Although the overwhelming majority of those treated for sex addiction are men, the sites often seem geared toward their wives, with photos of couples engaged in deep conversation and women with pained expressions.

According to treatment centers, women frequently place the initial calls seeking information, and most therapists and in-patient programs have special programs for spouses.

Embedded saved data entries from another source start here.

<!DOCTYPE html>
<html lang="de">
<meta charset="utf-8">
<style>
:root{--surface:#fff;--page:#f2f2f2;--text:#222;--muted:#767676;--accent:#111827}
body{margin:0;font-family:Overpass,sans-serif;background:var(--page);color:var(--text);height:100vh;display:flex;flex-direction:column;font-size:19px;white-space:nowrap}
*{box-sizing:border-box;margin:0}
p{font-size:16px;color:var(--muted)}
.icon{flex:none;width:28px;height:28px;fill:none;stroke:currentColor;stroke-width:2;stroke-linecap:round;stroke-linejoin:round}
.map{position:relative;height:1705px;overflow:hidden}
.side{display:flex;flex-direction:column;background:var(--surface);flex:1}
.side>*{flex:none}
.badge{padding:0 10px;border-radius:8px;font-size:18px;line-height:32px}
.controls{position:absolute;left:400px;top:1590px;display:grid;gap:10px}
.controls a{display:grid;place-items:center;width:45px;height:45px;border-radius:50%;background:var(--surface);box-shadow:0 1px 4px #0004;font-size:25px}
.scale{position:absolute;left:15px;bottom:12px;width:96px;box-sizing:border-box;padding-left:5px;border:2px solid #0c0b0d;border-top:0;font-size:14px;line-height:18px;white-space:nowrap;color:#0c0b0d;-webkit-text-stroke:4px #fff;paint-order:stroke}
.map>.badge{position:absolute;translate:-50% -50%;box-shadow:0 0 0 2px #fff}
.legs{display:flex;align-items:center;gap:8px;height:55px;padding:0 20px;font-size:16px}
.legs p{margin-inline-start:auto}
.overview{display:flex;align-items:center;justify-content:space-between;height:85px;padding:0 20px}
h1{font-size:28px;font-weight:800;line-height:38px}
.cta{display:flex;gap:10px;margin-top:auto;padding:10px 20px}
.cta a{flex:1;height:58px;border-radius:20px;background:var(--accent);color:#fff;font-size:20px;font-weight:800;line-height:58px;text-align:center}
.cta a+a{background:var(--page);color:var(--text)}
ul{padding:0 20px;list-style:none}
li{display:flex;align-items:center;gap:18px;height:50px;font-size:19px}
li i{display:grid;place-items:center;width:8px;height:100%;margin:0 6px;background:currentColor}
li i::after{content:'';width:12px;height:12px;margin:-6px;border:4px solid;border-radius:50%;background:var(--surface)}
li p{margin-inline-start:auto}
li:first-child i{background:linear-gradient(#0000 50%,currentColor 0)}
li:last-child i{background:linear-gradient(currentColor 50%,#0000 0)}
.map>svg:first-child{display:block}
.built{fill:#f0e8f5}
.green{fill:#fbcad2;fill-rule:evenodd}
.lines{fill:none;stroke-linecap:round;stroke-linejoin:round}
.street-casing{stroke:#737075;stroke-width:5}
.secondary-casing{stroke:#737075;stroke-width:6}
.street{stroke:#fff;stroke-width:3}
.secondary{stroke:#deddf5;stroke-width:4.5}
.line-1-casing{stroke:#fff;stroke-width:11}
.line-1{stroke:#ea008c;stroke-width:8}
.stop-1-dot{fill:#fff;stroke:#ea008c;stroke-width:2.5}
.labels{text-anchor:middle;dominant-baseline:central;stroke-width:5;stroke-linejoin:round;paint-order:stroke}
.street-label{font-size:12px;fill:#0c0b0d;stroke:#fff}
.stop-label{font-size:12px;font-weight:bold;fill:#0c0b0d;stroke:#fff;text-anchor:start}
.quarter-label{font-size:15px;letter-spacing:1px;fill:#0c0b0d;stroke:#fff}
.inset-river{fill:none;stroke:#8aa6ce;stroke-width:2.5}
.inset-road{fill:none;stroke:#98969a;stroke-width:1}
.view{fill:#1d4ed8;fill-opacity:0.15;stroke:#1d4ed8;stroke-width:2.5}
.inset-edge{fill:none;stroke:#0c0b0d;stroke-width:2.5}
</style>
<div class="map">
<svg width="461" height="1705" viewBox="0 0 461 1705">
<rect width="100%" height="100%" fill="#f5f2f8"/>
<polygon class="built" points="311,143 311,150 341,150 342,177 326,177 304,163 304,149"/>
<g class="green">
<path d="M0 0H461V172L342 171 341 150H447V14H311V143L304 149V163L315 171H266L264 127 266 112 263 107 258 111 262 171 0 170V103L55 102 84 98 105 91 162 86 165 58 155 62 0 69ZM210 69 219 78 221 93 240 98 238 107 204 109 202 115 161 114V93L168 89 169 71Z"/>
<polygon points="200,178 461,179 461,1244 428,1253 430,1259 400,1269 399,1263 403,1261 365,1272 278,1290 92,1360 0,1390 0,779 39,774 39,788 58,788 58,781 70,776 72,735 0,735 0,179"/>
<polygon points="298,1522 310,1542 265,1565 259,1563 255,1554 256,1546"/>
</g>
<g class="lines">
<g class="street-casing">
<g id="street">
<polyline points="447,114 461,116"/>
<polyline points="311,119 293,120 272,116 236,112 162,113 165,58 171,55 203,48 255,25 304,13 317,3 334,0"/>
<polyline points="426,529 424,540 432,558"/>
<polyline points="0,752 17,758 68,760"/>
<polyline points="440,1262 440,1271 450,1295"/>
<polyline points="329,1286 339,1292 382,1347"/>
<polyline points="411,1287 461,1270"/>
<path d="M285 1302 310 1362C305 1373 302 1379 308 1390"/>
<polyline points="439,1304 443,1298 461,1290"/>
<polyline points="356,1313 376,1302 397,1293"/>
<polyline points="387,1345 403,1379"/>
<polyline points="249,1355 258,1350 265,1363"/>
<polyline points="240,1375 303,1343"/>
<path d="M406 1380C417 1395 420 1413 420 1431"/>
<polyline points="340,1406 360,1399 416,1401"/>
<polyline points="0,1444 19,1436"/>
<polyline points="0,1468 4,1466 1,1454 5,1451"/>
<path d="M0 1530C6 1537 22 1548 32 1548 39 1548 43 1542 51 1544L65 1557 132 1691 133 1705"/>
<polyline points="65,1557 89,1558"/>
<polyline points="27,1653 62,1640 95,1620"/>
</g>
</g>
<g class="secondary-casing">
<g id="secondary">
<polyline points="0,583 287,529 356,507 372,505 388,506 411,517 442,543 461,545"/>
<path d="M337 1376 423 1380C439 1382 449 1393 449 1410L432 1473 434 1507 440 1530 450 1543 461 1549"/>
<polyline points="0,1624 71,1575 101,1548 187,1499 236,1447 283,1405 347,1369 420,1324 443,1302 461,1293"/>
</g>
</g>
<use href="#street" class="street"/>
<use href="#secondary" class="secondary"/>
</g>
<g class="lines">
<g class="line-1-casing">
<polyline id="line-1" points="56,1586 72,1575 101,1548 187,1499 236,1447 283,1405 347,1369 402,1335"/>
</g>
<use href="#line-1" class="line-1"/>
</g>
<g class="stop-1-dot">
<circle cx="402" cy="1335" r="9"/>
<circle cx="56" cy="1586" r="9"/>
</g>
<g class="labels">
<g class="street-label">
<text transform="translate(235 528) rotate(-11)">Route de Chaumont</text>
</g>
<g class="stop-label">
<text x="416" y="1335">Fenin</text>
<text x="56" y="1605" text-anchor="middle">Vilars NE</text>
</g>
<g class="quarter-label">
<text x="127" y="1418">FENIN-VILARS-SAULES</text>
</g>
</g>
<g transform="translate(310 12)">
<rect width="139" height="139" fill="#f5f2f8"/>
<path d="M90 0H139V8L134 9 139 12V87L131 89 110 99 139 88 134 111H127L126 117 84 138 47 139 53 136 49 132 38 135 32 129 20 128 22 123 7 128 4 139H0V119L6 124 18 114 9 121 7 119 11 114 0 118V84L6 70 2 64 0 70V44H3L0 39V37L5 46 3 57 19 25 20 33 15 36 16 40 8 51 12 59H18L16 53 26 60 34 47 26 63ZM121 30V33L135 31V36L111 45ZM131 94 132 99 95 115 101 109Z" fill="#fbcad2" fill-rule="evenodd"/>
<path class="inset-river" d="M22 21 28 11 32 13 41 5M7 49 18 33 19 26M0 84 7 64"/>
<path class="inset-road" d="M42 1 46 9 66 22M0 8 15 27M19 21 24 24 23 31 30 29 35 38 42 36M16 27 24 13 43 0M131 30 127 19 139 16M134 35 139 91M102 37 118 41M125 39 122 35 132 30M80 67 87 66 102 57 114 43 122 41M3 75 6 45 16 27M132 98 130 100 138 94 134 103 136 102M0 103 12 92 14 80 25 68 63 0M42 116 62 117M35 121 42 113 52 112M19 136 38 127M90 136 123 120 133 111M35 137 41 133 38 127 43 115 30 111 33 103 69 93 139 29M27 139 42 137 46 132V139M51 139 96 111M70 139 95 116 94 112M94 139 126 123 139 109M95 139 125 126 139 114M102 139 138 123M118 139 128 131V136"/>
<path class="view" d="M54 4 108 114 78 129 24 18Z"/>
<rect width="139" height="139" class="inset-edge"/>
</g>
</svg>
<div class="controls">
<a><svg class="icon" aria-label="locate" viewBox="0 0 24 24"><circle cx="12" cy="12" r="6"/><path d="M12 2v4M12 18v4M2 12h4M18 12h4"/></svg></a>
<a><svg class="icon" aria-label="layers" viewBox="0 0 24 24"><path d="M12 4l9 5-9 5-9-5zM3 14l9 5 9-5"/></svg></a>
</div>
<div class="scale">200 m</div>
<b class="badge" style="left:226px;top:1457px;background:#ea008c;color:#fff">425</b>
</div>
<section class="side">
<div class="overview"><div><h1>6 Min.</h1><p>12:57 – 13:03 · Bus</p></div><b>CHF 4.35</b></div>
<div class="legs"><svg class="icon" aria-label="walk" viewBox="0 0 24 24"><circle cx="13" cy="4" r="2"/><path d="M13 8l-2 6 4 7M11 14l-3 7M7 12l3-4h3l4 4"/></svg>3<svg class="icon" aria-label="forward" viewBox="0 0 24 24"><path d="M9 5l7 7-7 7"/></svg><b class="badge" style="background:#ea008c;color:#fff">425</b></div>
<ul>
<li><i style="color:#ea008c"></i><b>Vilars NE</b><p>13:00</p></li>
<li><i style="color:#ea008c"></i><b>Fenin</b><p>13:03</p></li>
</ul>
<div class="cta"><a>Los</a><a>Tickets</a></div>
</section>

One Houston counselor, Milton Magness, promises follow-up polygraph tests so wives will know whether their husbands have changed.

Magness also runs a separate website, celebritysexaddict.com, that advertises total discretion for those in the entertainment field during three-day intensive outpatient programs. "If you prefer, we will work directly with your agent in making all arrangements," it says.

This aggressive marketing is a concern to some practitioners of sex addiction treatment.

"Unfortunately, there are some less-than-reputable providers and websites where they are trying to capitalize on what they see as the en vogue disorder," Magness said.

Without oversight by government agencies or accrediting groups, some worry that patients will suffer.

"It sets up the potential for treatment to be delivered from a business milieu rather than what is in the best interest of the client," Lank said. She said that, in her experience, recovery took two or three years and that many people needed several types of treatment as well as regular attendance at 12-step meetings.

"We should be making it very clear upfront that a two-week program is not even scratching the surface," she said.